Exercise instructions
The listing below is the input. Say how many of its lines contain "rows", giving the number alone.

Records supplied
____________
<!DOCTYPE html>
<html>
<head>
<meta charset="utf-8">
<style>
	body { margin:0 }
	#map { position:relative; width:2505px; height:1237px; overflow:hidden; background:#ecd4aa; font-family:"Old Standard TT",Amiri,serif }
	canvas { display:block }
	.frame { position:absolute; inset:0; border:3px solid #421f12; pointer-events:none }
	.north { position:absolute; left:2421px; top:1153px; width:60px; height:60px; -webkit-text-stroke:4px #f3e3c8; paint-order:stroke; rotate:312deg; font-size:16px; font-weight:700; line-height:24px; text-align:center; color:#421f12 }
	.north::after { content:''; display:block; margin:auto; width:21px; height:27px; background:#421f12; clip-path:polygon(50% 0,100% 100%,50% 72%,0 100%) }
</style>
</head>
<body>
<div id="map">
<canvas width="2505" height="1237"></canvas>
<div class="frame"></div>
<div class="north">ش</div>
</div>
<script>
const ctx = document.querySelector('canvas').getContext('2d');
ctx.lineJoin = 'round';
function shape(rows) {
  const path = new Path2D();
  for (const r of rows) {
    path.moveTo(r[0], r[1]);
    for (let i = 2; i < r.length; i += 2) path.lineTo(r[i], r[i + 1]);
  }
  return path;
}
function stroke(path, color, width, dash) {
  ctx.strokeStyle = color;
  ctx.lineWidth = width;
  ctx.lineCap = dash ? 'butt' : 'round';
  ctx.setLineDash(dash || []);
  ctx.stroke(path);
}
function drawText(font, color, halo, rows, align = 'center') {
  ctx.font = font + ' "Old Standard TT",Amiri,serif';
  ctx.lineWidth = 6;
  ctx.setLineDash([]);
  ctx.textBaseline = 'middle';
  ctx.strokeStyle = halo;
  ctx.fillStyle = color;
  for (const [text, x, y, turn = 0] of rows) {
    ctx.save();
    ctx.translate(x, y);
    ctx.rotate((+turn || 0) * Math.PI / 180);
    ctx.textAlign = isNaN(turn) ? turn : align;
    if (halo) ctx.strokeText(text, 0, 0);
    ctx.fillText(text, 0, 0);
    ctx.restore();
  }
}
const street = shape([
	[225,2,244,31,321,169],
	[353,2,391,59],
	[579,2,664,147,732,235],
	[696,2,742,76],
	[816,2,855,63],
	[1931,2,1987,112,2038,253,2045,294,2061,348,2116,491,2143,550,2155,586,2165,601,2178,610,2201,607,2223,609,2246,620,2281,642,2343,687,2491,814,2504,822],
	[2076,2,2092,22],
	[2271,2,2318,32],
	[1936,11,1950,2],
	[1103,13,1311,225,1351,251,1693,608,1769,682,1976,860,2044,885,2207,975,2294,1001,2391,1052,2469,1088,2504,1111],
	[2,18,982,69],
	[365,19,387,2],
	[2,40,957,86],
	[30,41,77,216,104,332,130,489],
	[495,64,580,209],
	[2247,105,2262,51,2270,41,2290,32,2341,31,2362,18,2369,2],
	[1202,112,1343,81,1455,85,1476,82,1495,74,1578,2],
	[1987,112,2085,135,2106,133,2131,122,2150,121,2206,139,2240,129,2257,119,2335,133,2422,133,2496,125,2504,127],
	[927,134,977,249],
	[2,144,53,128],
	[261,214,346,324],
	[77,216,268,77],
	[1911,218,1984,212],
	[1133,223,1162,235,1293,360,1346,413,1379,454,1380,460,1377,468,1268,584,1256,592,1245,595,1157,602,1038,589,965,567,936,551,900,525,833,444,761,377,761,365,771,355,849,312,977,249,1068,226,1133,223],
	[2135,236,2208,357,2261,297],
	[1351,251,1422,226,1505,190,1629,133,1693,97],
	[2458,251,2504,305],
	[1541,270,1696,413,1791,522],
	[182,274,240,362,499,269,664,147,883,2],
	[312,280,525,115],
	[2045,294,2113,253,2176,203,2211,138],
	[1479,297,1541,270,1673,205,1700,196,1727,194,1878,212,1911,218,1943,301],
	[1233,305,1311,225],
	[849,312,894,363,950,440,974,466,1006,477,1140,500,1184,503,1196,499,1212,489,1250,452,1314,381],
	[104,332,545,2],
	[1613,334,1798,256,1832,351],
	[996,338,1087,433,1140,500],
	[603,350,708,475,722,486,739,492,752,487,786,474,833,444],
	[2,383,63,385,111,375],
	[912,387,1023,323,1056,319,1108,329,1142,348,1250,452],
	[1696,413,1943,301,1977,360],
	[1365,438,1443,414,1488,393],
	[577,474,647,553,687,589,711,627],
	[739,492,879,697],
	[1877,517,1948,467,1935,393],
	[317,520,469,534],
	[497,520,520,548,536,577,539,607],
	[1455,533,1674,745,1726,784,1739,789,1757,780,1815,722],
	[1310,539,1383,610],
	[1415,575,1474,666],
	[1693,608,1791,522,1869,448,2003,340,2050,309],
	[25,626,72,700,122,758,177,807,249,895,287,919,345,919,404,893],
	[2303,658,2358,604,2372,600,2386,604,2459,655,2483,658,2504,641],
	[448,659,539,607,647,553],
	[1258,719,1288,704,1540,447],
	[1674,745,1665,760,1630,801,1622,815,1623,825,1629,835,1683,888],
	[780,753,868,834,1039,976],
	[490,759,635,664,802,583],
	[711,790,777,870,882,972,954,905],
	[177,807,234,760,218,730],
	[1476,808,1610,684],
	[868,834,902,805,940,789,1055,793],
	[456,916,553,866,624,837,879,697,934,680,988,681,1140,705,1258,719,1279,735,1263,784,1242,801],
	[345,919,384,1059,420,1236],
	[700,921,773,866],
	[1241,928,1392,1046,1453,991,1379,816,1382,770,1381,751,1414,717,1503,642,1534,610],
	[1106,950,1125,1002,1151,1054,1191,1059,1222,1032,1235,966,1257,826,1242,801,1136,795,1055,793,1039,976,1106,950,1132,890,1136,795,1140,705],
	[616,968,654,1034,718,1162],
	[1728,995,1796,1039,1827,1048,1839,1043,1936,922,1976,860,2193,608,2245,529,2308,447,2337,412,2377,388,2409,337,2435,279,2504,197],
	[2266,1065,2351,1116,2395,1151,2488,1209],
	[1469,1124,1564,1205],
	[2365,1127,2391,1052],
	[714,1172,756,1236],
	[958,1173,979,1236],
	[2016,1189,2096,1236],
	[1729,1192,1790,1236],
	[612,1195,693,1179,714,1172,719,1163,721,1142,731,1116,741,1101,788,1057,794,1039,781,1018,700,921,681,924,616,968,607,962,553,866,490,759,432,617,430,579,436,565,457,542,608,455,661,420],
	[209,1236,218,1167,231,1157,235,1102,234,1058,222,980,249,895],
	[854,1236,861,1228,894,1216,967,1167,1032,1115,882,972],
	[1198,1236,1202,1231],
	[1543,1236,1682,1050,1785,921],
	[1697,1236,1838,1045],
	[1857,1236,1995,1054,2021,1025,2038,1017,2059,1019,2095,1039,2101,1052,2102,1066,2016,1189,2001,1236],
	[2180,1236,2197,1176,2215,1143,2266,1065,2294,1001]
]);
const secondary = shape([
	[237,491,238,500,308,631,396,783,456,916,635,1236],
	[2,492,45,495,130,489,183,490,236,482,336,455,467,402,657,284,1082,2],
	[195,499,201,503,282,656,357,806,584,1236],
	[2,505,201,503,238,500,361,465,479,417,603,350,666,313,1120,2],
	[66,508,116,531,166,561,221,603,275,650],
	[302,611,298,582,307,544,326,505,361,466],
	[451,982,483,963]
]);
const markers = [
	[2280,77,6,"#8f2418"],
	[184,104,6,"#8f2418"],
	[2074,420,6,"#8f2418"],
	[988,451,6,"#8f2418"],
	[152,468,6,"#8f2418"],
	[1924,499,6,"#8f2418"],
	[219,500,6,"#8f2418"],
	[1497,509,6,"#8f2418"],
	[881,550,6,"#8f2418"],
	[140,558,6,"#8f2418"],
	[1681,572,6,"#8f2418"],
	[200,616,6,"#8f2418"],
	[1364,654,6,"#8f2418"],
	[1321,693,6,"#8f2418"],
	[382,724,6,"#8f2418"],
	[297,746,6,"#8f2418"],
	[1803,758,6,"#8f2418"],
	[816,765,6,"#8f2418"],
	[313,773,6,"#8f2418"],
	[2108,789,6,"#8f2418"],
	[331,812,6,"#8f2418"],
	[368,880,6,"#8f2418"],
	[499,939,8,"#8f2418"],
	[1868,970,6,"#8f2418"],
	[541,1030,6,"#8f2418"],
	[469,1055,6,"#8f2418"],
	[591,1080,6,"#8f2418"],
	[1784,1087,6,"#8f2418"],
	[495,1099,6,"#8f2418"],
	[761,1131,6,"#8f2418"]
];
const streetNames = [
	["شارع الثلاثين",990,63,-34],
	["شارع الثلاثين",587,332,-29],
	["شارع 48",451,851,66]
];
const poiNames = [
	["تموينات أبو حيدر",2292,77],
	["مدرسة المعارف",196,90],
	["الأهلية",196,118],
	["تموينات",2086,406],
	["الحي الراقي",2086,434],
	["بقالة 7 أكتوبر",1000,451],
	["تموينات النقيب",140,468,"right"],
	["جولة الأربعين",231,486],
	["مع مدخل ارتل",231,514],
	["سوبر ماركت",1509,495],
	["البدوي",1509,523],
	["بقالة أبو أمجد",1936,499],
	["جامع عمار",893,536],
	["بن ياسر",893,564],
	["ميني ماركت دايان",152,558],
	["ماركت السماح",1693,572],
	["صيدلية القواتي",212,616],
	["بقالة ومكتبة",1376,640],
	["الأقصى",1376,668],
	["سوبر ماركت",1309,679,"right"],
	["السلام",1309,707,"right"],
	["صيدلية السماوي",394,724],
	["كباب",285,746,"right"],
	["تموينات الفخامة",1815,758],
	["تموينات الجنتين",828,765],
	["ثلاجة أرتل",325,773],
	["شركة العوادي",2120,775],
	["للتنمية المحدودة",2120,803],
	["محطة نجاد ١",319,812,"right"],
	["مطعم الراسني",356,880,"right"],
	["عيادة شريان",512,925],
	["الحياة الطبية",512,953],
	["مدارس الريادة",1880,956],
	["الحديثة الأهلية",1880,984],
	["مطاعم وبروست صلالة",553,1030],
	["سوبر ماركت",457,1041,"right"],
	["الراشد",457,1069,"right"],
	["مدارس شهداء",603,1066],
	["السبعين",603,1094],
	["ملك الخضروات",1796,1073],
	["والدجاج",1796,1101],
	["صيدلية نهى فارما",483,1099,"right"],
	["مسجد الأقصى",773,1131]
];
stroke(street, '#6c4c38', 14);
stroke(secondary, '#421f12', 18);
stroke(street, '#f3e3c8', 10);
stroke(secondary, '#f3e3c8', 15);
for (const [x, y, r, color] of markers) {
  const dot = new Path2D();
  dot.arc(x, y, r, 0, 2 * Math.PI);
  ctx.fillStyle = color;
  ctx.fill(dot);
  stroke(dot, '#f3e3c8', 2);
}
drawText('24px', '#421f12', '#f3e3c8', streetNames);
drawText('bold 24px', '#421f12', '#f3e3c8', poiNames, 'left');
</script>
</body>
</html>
____________
Result for this exercise
4